Specific Recommendations For Highly Secure Manufacturing Environments

In operations requiring the highest security requirements, we recommend the following practices:

  • FactoryLogix may be run:
    • Within the isolated shop-floor network environment:
      • Use FactoryLogix secure xTend interfaces to pass data to other secured applications.
      • With network segmentation, with multiple separated FactoryLogix instances, to further isolate effects of any cybersecurity breach.

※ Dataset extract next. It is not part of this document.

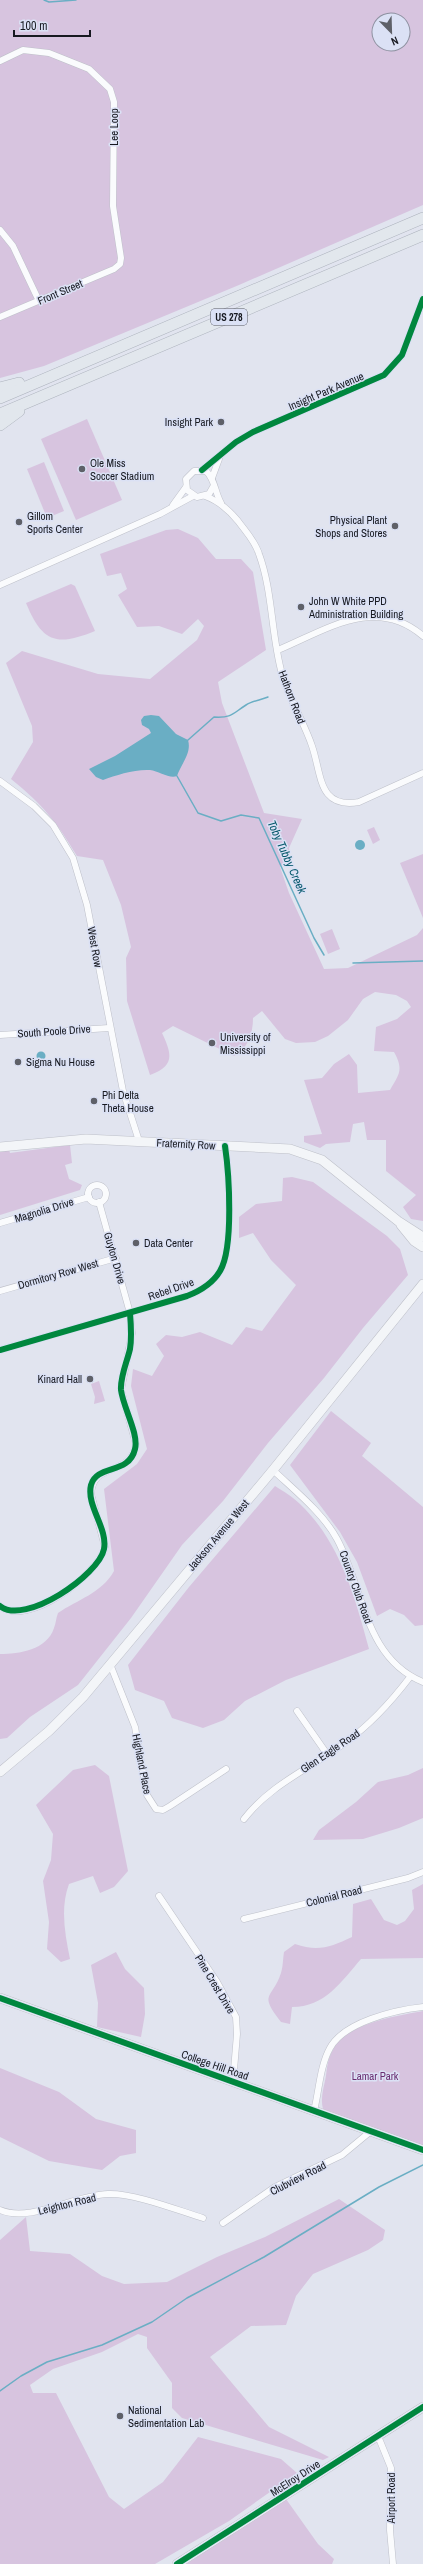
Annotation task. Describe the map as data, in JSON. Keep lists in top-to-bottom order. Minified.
{"streets":{"highway":["US 278"],"street":["Lee Loop","Front Street","Insight Park Avenue","Hathorn Road","West Row","South Poole Drive","Fraternity Row","Magnolia Drive","Guyton Drive","Dormitory Row West","Rebel Drive","Jackson Avenue West","Country Club Road","Glen Eagle Road","Highland Place","Colonial Road","Pine Crest Drive","College Hill Road","Clubview Road","Leighton Road","McElroy Drive","Airport Road"]},"crossings":[["Lee Loop","Front Street"],["Insight Park Avenue","Hathorn Road"],["West Row","South Poole Drive"],["West Row","Fraternity Row"],["Fraternity Row","Rebel Drive"],["Magnolia Drive","Guyton Drive"],["Guyton Drive","Dormitory Row West"],["Guyton Drive","Rebel Drive"],["Jackson Avenue West","Country Club Road"],["Jackson Avenue West","Highland Place"],["Country Club Road","Glen Eagle Road"],["Pine Crest Drive","College Hill Road"],["College Hill Road","Clubview Road"],["McElroy Drive","Airport Road"]],"water":["Toby Tubby Creek"],"parks":["Lamar Park"],"places":["Insight Park","Ole Miss Soccer Stadium","Gillom Sports Center","Physical Plant Shops and Stores","John W White PPD Administration Building","University of Mississippi","Sigma Nu House","Phi Delta Theta House","Data Center","Kinard Hall","National Sedimentation Lab"],"scale_bar":"100 m","north":"bottom right"}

    • Within the secure IT network:
      • Utilize secure CFX as the only passable connection for data exchange between the shop-floor network and the intranet, using message content filtering applied to a single open port on an otherwise fully locked-down gateway, through which only authenticated CFX messages can pass. A filtering application should be developed by the internal IT team that specifically authenticates each encrypted CFX message. This is made possible by CFX having fully defined and readable message content, an open source SDK, and the use of an open source AMQP broker.
    • Within a cloud environment:
      • Though the ability exists to securely run FactoryLogix as a cloud-based application, this is not normally recommended in ultra-secure deployments.
      • Our cloud hybrid environment, where the cross-factory data is aggregated in a central cloud server and mission-critical factory operations are securely maintained on-site, allows multi-site data analysis while maintaining security of the original data.
  • Incoming material Inspection:
    • The use of FactoryLogix incoming material inspection is encouraged in order to identify any compromised materials as early as possible.
  • Design & BOM Files:
    • For the preparation of work-orders, paperless work instructions and machine programming, only files that have been sent securely from a trusted source should be used. This applies to all design data and BOM data, including 3D-CAD for all mechanical / discrete assembly. In the case of PCB design, we recommend the use of data sent formatted in the IPC-2581 single file format. The use of documents, lists, and data in other forms that are derived from the original design data should be avoided, as should anything that was sent through email between different domains.
  • Sharing Data Between Sites / Instances:
    • The data warehouse export facility can be used to securely share contextualized data from multiple instances of FactoryLogix, as well as other data sources.